Given humanity’s love of drugs and alcohol, you might assume getting high is an ancient, even prehistoric tradition. Some researchers have suggested prehistoric cave paintings were made by humans experiencing altered states of consciousness. Others, perhaps inspired more by hallucinogens than hard evidence, suggest that drugs triggered the evolution of human consciousness. Yet there’s surprisingly little archaeological evidence for prehistoric drug use.
African hunter-gathers — Bushmen, Pygmies, and the Hadzabe people — likely live their lives in ways similar to ancestral human cultures. The most compelling evidence for the use of drugs by such early humans is a potentially hallucinogenic plant !kaishe, used by Bushmen healers, which supposedly makes people “go mad for a while.” Yet how much Bushmen historically used drugs is debated, and otherwise, there’s little evidence for drug use in hunter-gatherers.
The implication is that, despite Africa’s diverse plants and fungi, early humans used drugs rarely, maybe to induce trances during rituals, if at all. Perhaps their lifestyle meant they rarely felt the need for escape. Exercise, sunlight, nature, time with friends and family — they’re powerful antidepressants. Drugs are also dangerous; just as you shouldn’t drive drunk, it’s risky to get high when lions lurk in the bush, or a hostile tribe waits one valley over.
Migrating out of Africa 100,000 years ago, humans explored new lands and encountered new substances. People discovered opium poppies in the Mediterranean, and cannabis and tea in Asia.
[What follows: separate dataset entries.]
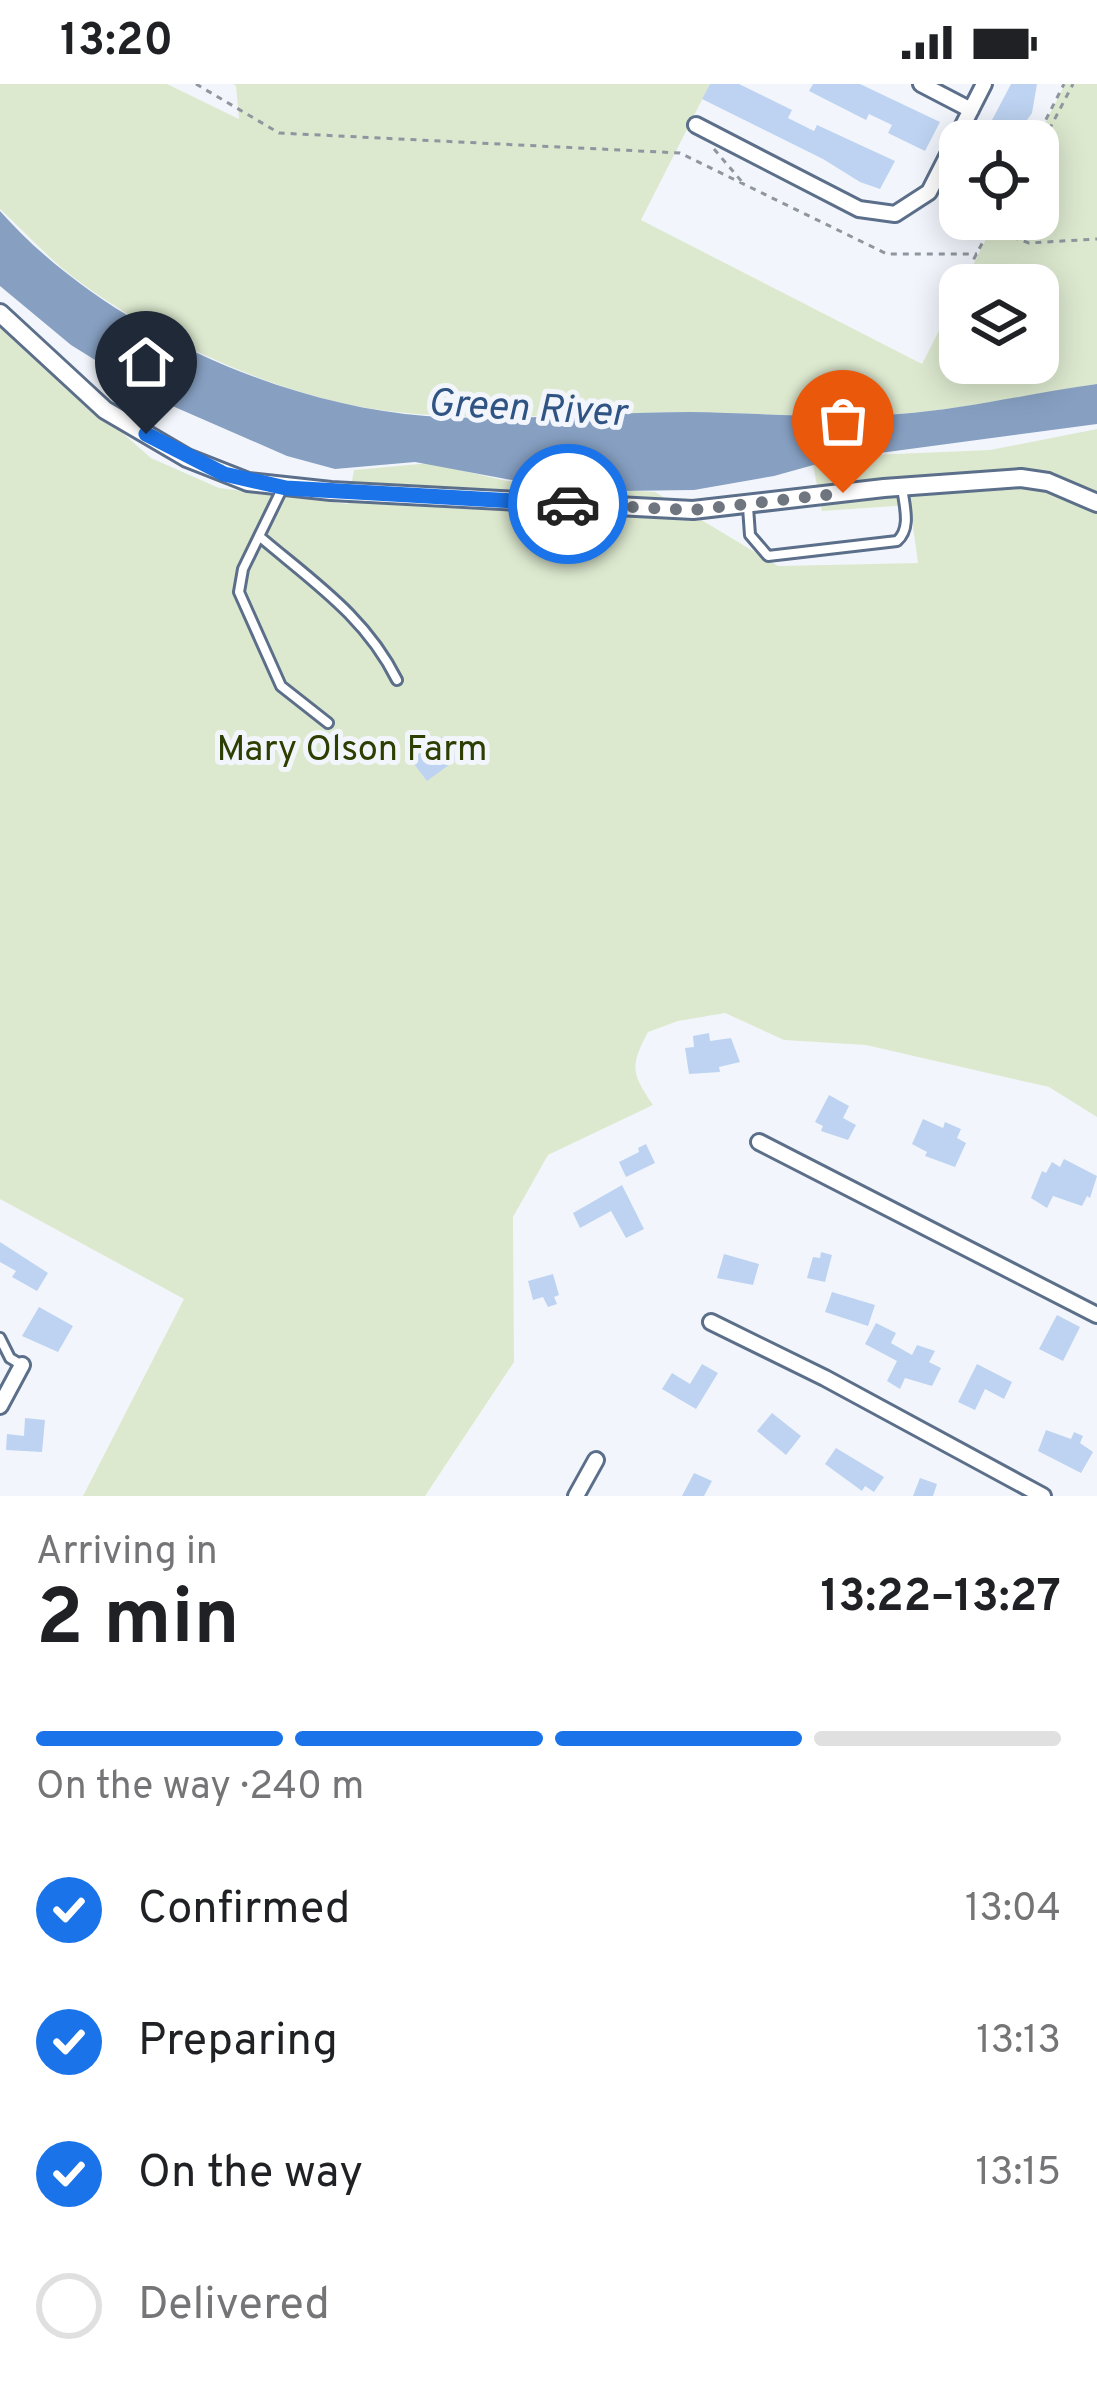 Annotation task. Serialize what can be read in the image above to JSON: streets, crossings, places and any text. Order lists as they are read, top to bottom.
{
  "water": ["Green River"],
  "parks": ["Mary Olson Farm"],
  "page": {
    "status": "13:20",
    "heading": ["2 min", "Arriving in", "13:22–13:27"],
    "bar": "On the way · 240 m",
    "list": [
      ["Confirmed", "13:04"],
      ["Preparing", "13:13"],
      ["On the way", "13:15"],
      "Delivered"
    ]
  }
} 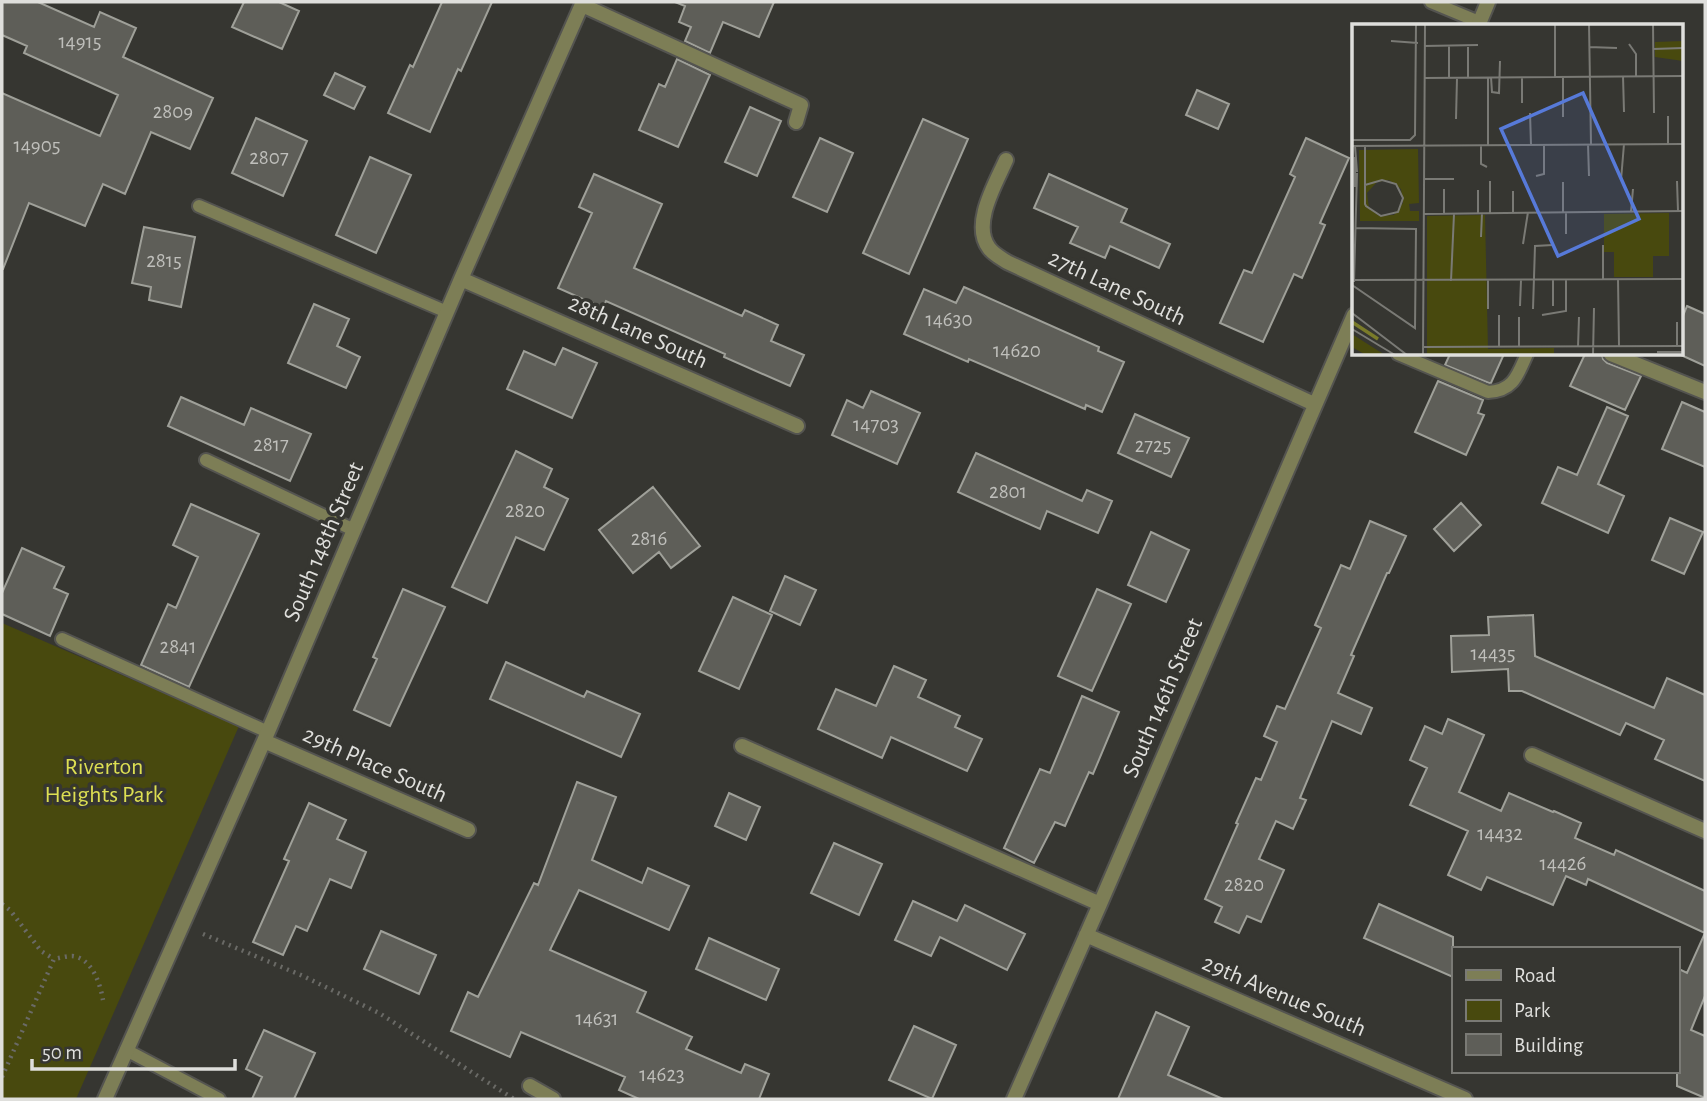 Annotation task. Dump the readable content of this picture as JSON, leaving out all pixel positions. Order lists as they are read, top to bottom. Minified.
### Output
{"streets":{"street":["27th Lane South","28th Lane South","South 148th Street","South 146th Street","29th Place South","29th Avenue South"]},"crossings":[["27th Lane South","South 146th Street"],["28th Lane South","South 148th Street"],["South 148th Street","29th Place South"],["South 146th Street","29th Avenue South"]],"parks":["Riverton Heights Park"],"house_numbers":["14915","2809","14905","2807","2815","14630","14620","14703","2817","2725","2801","2820","2816","2841","14435","14432","14426","2820","14631","14623"],"legend":["Road","Park","Building"],"scale_bar":"50 m"} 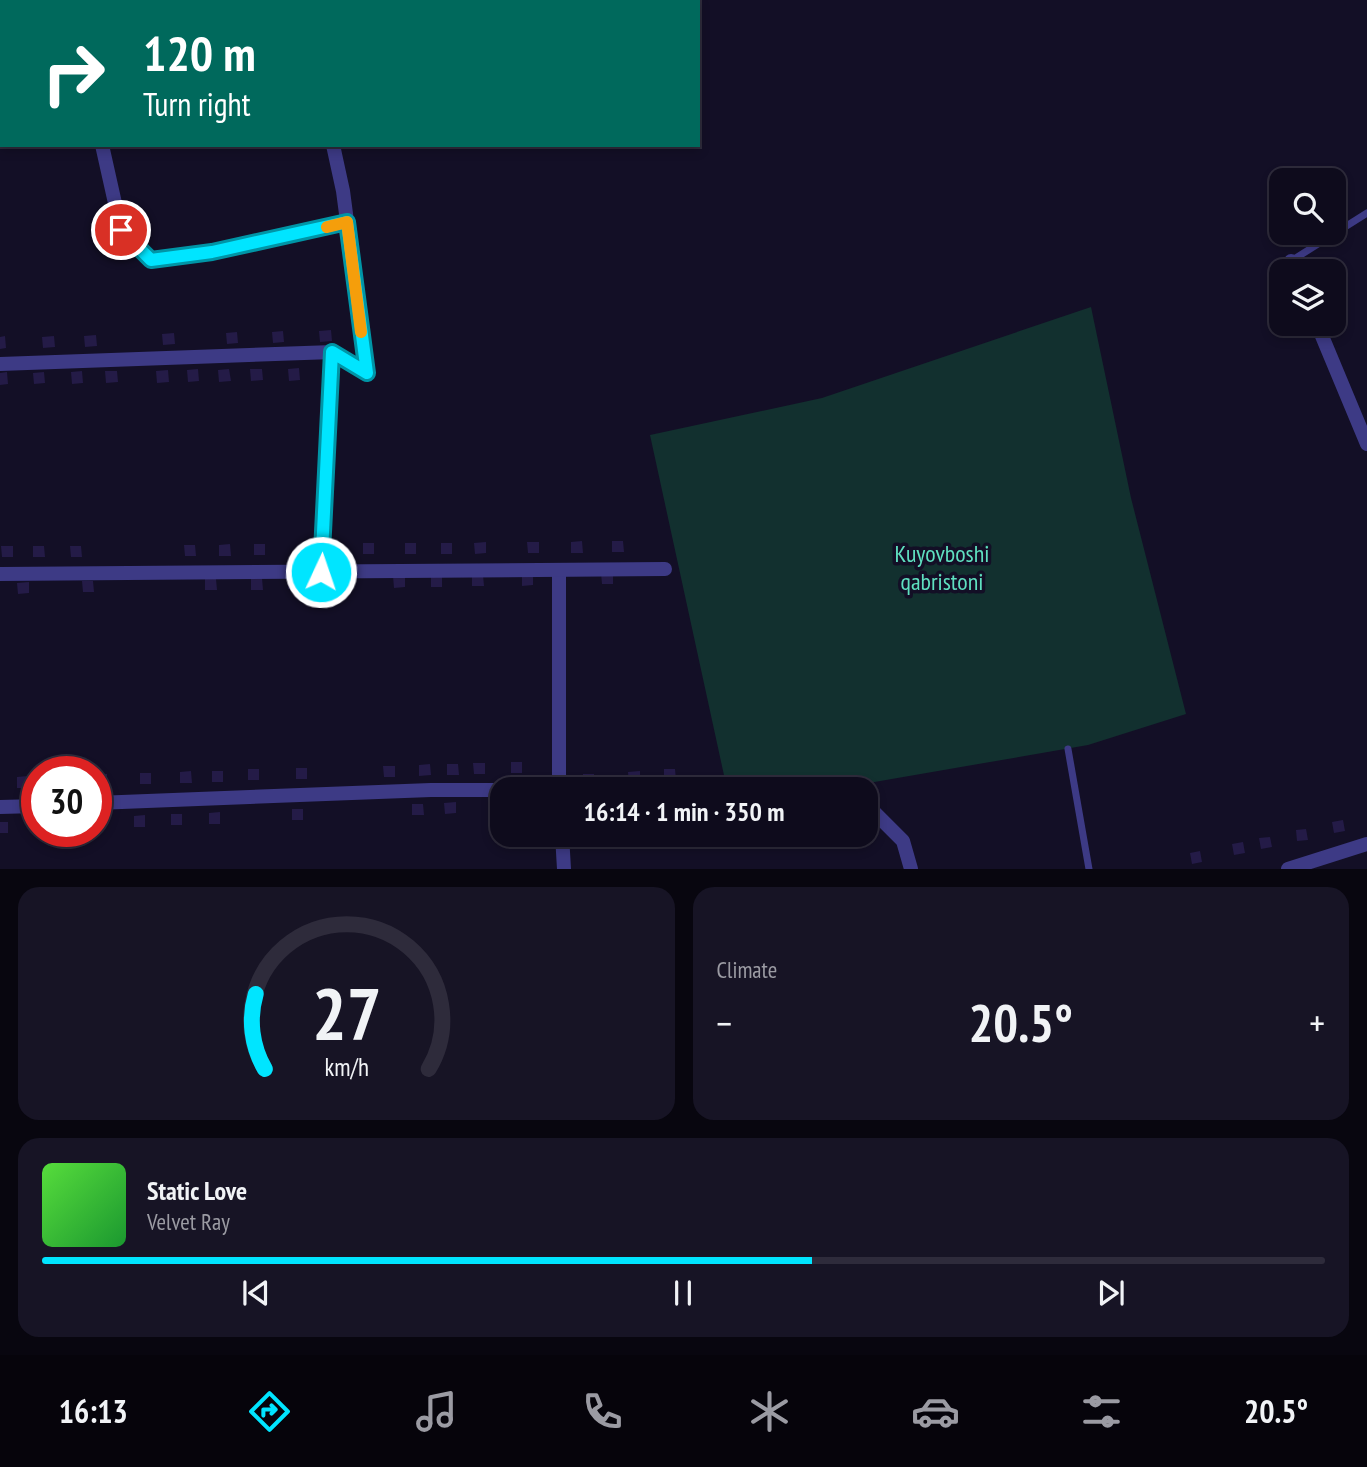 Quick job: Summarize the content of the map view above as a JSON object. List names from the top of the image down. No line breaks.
{"parks":["Kuyovboshi qabristoni"],"page":{"turn":["120 m","Turn right"],"limit":"30","trip":"16:14 · 1 min · 350 m","tile":"Climate","heat":["−","20.5°","+"],"song":["Static Love","Velvet Ray"],"tabs":["16:13","20.5°"],"gauge":["27","km/h"]}} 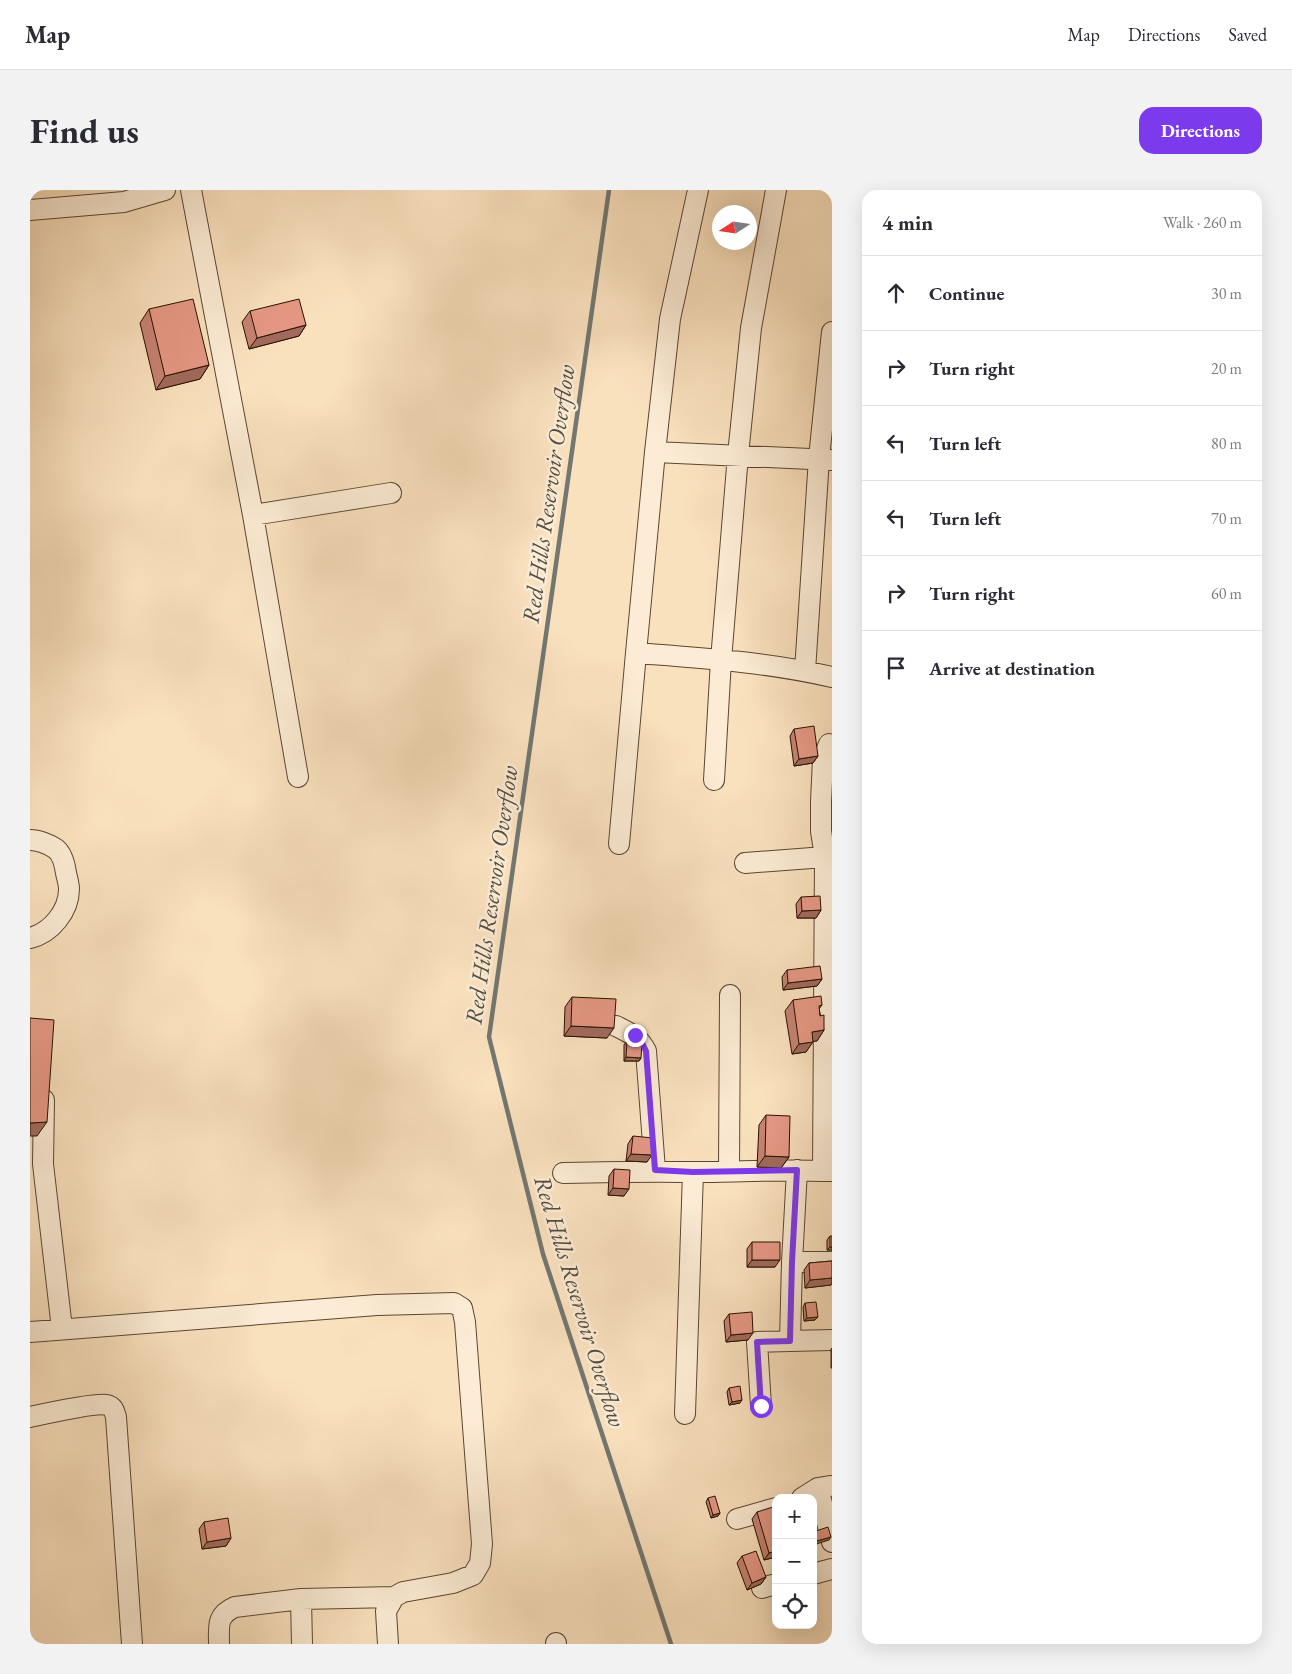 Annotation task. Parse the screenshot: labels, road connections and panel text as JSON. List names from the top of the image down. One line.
{"water":["Red Hills Reservoir Overflow"],"north":"left","page":{"header":"Map","nav":["Map","Directions","Saved"],"buttons":"Directions","title":"Find us","heading":["4 min","Walk · 260 m"],"list":[["Continue","30 m"],["Turn right","20 m"],["Turn left","80 m"],["Turn left","70 m"],["Turn right","60 m"],"Arrive at destination"],"map_buttons":["+","−"]}}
Archaeologists have found evidence of opium use in Europe by 5,700 BC. Cannabis seeds appear in archaeological digs at 8,100 BC in Asia, and the ancient Greek historian Herodotus reported Scythians getting high on weed in 450 BC. Tea was brewed in China by 100 BC.
It’s possible our ancestors experimented with substances before the archaeological evidence suggests. Stones and pottery preserve well, but plants and chemicals decay quickly. For all we know, Neanderthals could have been the first to smoke pot. But archaeology suggests the discovery and intensive use of psychoactive substances mostly happened late, after the Neolithic Revolution in 10,000 BC, when we invented farming and civilization.
When hunters trekked across the Bering Land Bridge 30,000 years ago into Alaska and headed south, they found a chemical cornucopia. Here, the hunters discovered tobacco, coca, and maté. But for some reason, indigenous Americans were especially fascinated with psychedelics.
American psychedelics included peyote cactus, San Pedro cactus, morning-glory, Datura, Salvia, Anadenanthera, Ayahuasca, and over 20 species of psychoactive mushrooms. It was a pre-Columbian Burning Man. Indigenous Americans also invented the nasal administration of tobacco and hallucinogens. They were the first to snort drugs — a practice Europeans later borrowed.
This American psychedelic culture is ancient. Peyote buttons have been carbon-dated to 4,000 BC, while Mexican mushroom statues hint at Psilocybe use in 500 BC. A 1,000 year-old stash found in Bolivia contained cocaine, Anadenanthera, and ayahuasca — and must’ve been one hell of a trip.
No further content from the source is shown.